→ YOUR TASK
Would you retype the entries from the first line to the line bearing "background:var(--page); color:var(--text); height:100vh;", both included, leaving out every picture?
Top of INPUT DATA
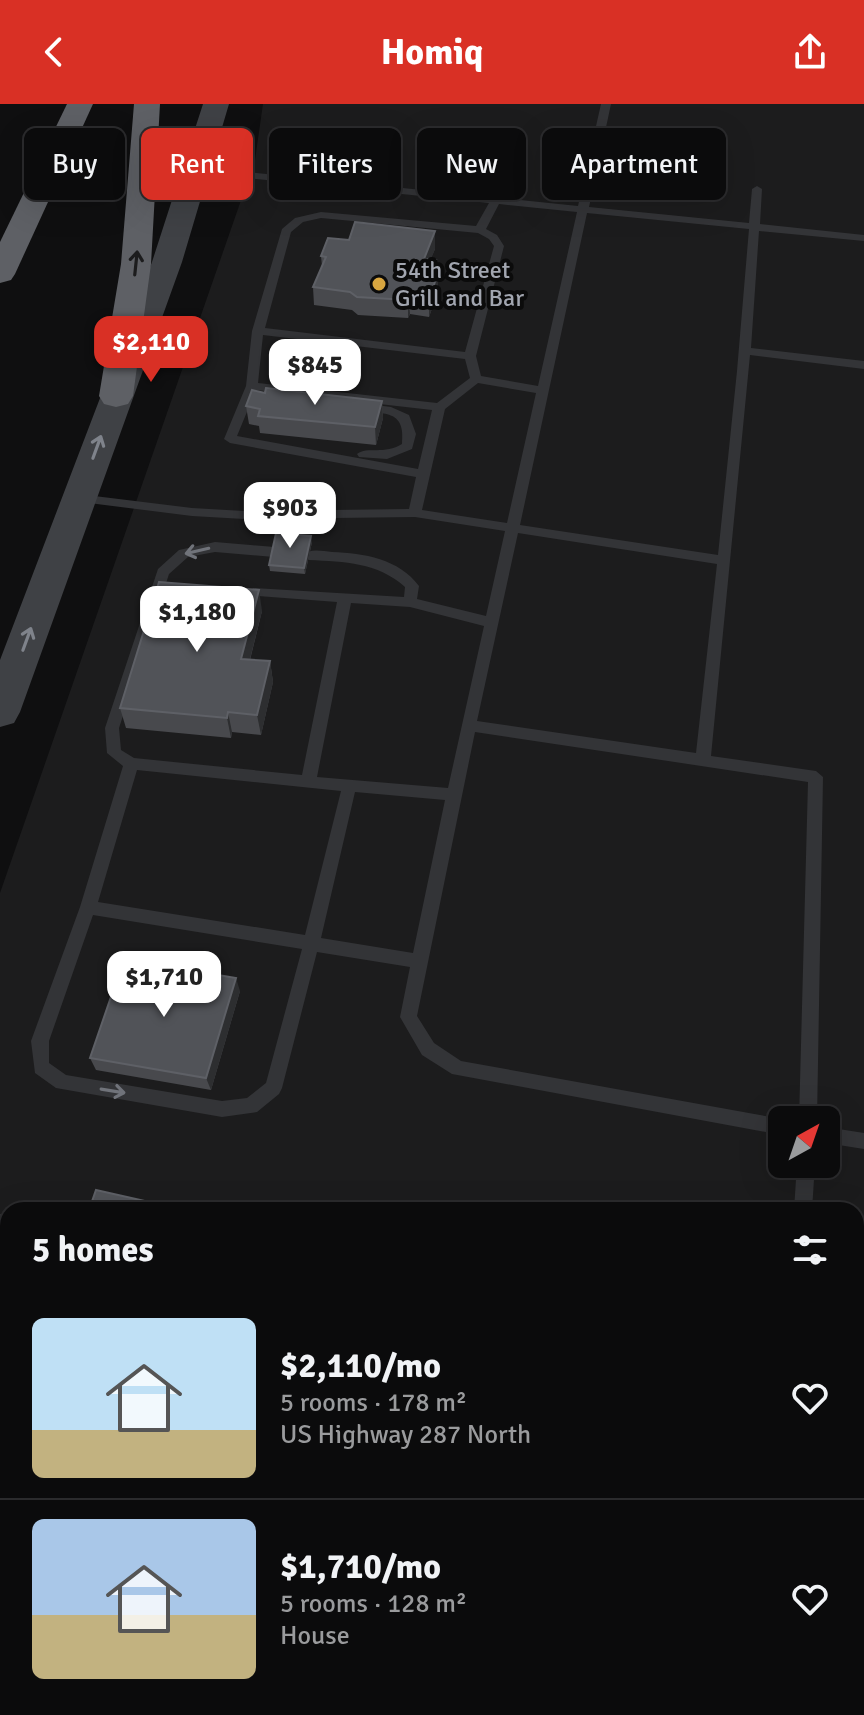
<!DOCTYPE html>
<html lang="en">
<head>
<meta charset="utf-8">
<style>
  :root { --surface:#0b0b0c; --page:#141415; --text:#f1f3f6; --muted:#9a9b9d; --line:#2b2b2d; --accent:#d93025 }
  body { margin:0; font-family:Signika,sans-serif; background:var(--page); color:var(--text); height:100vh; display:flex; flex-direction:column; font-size:30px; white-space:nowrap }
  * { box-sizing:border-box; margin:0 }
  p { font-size:26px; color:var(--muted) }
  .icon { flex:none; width:44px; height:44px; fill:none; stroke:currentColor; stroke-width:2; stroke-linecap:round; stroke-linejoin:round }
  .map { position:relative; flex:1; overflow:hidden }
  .sheet { position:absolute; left:0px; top:1098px; width:864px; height:514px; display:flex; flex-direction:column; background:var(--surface); border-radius:24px 24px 0 0; box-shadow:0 8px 32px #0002,0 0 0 2px var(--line) }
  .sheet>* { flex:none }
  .banner { position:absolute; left:24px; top:24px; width:816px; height:72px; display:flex; gap:16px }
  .needle { width:52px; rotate:40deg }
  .tools { position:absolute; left:768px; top:1002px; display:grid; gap:16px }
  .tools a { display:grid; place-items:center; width:72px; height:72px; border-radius:12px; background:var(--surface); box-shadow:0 8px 32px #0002,0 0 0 2px var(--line); font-size:40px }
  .price { position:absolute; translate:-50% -68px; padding:0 18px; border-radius:16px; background:#fff; color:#222; font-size:26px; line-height:52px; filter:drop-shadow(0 2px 4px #0008) }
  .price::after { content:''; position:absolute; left:50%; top:48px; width:24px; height:18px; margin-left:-12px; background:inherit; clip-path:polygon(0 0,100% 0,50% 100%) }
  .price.selected { background:var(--accent); color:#fff }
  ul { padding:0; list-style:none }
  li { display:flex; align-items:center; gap:24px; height:200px; padding:0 32px }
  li+li { border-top:2px solid var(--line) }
  li span { display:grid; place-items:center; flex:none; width:224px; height:160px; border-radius:12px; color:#555 }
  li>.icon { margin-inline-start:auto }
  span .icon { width:96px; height:96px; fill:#fffc; stroke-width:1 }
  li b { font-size:34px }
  h2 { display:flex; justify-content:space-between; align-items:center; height:96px; padding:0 32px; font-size:34px }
  .tag { padding:0 28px; border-radius:12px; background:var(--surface); box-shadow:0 8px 32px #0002,0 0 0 2px var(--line); font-size:28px; line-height:72px }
  .tag.selected { background:var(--accent); color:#fff }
  header { display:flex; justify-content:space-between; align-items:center; height:104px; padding:0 32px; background:var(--accent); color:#fff; font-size:36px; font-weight:700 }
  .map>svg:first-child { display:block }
</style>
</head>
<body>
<header><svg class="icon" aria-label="back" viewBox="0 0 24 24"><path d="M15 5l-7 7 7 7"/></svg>Homiq<svg class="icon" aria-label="share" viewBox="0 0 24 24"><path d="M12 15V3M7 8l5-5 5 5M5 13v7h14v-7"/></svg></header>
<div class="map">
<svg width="864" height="1611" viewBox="0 0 864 1611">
  <rect width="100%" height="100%" fill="#0f0f10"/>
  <path fill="#1c1c1d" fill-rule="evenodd" d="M 263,0 L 864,0 L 864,1611 L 262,1611 L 235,1604 L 856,1604 L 856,1106 L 8,1106 L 8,1545 L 0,1543 L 0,789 L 255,56 ZM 782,1016 L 826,1016 L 826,1060 L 782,1060 Z"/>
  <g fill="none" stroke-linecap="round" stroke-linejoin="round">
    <g fill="#333437" fill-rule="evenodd">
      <path d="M 601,0 L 611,0 L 589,103 L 749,119 L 752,85 L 757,82 L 762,85 L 760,120 L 864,131 L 864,137 L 759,127 L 751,244 L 864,257 L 864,265 L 750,251 L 711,652 L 816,667 L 823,673 L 817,1016 L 799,1016 L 808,678 L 475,628 L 417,912 L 434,939 L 461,957 L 782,1015 L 786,1016 L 782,1016 L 782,1031 L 452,970 L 422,951 L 400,913 L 410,863 L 317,848 L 282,984 L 279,990 L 257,1008 L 222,1013 L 56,984 L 35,969 L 31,937 L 80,803 L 123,662 L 107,649 L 105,624 L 158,465 L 179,446 L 215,438 L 274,443 L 281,448 L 274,453 L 215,448 L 188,453 L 169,470 L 119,624 L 121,646 L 134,654 L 302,671 L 337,498 L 258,492 L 251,487 L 253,484 L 404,493 L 405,483 C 377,458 345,458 309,456 L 302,451 C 310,444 322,447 332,448 C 364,449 399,455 419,482 L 417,495 L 486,512 L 505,427 L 415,413 L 244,415 L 192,412 L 73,397 L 73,391 L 78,390 L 192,404 L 244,407 L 409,405 L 416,373 L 230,339 L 224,335 L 246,282 L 252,227 L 282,125 L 295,114 L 321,108 L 476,122 L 489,99 L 198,69 L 193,66 L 198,63 L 578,102 ZM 499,100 L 577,108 L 538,282 L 481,272 L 476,252 L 504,142 L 497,131 L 486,125 ZM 587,109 L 749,125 L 737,267 L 718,451 L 520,421 ZM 321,114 L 478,129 L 489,135 L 494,142 L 465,248 L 265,224 L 291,128 L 303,118 ZM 263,231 L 465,255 L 470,274 L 437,299 L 258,279 ZM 478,279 L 536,289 L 507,419 L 422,406 L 445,305 ZM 256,286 L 432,306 L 418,365 L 237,332 ZM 518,429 L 717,460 L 696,649 L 477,617 ZM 351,499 L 410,503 L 484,522 L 448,684 L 317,673 ZM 137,666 L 341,687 L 305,831 L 98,798 ZM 355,688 L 445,696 L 413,849 L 321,834 ZM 93,811 L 302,845 L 266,979 L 247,994 L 222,997 L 66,971 L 49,959 L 49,937 Z"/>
      <path d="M 361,299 L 391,303 L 409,311 L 416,330 L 412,345 L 387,355 L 359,353 L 357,350 C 367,342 385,351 402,340 C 406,304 383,311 357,306 L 357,300 Z"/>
      <polygon points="826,1023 864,1029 864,1045 826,1039"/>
      <polygon points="797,1060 815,1060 812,1106 794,1106"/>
      <polygon points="0,1110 8,1112 8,1135 0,1130"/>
      <polygon points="856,1171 864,1172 864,1190 856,1189"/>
      <polygon points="864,1278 864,1298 856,1301 856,1281"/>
      <polygon points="0,1473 8,1475 8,1497 0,1495"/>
      <polygon points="856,1587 864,1589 864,1611 847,1604 856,1604"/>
      <polygon points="116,1604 138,1604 136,1611 114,1611"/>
    </g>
    <polygon fill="#3f4145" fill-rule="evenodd" points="203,0 229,0 182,158 20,608 14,619 0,623 0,556 152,158"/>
    <g fill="#5e6065" fill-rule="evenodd">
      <polygon points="67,0 93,0 15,170 11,176 0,179 0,138"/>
      <polygon points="134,0 160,0 151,160 133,292 128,300 116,303 104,300 99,292 121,160"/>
    </g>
  </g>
  <g fill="#48494d">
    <polygon points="435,145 430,156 436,156 438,187 429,213 410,210 408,214 358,211 352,206 314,201 313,183 322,162 321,152"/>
    <polygon points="265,289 382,297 383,314 376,341 260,329 259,322 249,320 246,302"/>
    <polygon points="312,438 305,470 270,467 269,461"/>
    <polygon points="262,507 250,556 270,557 273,578 261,631 232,628 231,634 126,624 120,604"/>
    <polygon points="240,887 211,986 96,966 90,954"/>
    <polygon points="864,1312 864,1540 856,1538 858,1315"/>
  </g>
  <g fill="#2d2e30">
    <polygon points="435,127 435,145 424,173 424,155"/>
    <polygon points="436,156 436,174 438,169 438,187 429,213 429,195 433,168"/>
    <polygon points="409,192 410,210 408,214 408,196"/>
    <polygon points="382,297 383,314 376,341 375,323"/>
    <polygon points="311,432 312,438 305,470 304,464"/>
    <polygon points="259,486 262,507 245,575 241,555"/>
    <polygon points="270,557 273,578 261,631 257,611"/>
    <polygon points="228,608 232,628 231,634 227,614"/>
    <polygon points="236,874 240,887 211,986 206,974"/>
    <polygon points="0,1189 8,1207 8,1213 0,1194"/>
  </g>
  <g fill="#515358" stroke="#5e6066" stroke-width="2">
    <polygon points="355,118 435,127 424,155 436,156 433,168 438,169 429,195 409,192 408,196 357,193 350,188 313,183 326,153 321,152 328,134 349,136"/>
    <polygon points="266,284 382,297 375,323 258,312 260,305 246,302 252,286 265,289"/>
    <polygon points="276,429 311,432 304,464 269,461"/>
    <polygon points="159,478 259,486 241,555 270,557 257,611 228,608 227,614 120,604"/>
    <polygon points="124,855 236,874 206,974 90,954"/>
    <polygon points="96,1086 176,1104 176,1106 89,1106"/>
    <polygon points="0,1194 8,1213 8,1461 0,1441"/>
  </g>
  <defs><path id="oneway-shaft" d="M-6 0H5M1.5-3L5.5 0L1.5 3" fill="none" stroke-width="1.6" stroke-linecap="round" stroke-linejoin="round" transform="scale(2)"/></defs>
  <use stroke="#1c1c1d" href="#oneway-shaft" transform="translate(136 159) rotate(-84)"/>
  <g stroke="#7f838b">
    <use href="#oneway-shaft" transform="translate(97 343) rotate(-70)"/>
    <use href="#oneway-shaft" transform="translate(27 535) rotate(-70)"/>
  </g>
  <g stroke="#70737a">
    <use href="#oneway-shaft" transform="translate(197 447) rotate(167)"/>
    <use href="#oneway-shaft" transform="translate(113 987) rotate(9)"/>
  </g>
  <circle fill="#d8a640" stroke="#0b0b0b" stroke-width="3" cx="379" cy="180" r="8"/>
  <g text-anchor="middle" stroke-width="8" stroke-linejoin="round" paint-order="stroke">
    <g font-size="24" fill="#a2a6b0" stroke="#0b0b0b" text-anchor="start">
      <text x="395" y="174">54th Street<tspan x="395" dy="28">Grill and Bar</tspan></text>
    </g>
  </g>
</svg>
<div class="tools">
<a><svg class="needle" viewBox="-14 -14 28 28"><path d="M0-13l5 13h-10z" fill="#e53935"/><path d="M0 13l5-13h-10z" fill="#9a9b9d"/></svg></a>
</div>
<b class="price selected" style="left:151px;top:280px">$2,110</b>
<b class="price" style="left:315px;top:303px">$845</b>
<b class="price" style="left:290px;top:446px">$903</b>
<b class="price" style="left:197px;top:550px">$1,180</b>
<b class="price" style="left:164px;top:915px">$1,710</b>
<div class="banner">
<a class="tag">Buy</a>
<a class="tag selected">Rent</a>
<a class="tag">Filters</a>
<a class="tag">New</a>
<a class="tag">Apartment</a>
</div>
<section class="sheet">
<h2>5 homes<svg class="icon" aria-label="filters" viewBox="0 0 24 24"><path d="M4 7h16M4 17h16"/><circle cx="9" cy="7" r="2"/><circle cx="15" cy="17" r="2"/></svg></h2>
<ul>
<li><span style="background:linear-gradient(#bfe0f5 70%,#c2b280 0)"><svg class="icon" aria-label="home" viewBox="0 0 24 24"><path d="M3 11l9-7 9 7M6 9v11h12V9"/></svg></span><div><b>$2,110/mo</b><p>5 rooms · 178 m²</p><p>US Highway 287 North</p></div><svg class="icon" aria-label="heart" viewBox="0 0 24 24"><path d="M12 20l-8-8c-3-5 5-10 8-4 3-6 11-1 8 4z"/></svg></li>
<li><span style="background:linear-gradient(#a9c7e8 60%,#c2b280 0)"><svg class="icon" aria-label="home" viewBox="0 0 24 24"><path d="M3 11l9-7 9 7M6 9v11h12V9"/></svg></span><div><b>$1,710/mo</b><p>5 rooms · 128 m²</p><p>House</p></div><svg class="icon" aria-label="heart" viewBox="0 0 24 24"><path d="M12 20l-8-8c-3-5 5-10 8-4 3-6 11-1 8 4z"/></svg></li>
</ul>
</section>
</div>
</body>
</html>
Bottom of INPUT DATA
→ COMPLETED TASK
<!DOCTYPE html>
<html lang="en">
<head>
<meta charset="utf-8">
<style>
  :root { --surface:#0b0b0c; --page:#141415; --text:#f1f3f6; --muted:#9a9b9d; --line:#2b2b2d; --accent:#d93025 }
  body { margin:0; font-family:Signika,sans-serif; background:var(--page); color:var(--text); height:100vh; display:flex; flex-direction:column; font-size:30px; white-space:nowrap }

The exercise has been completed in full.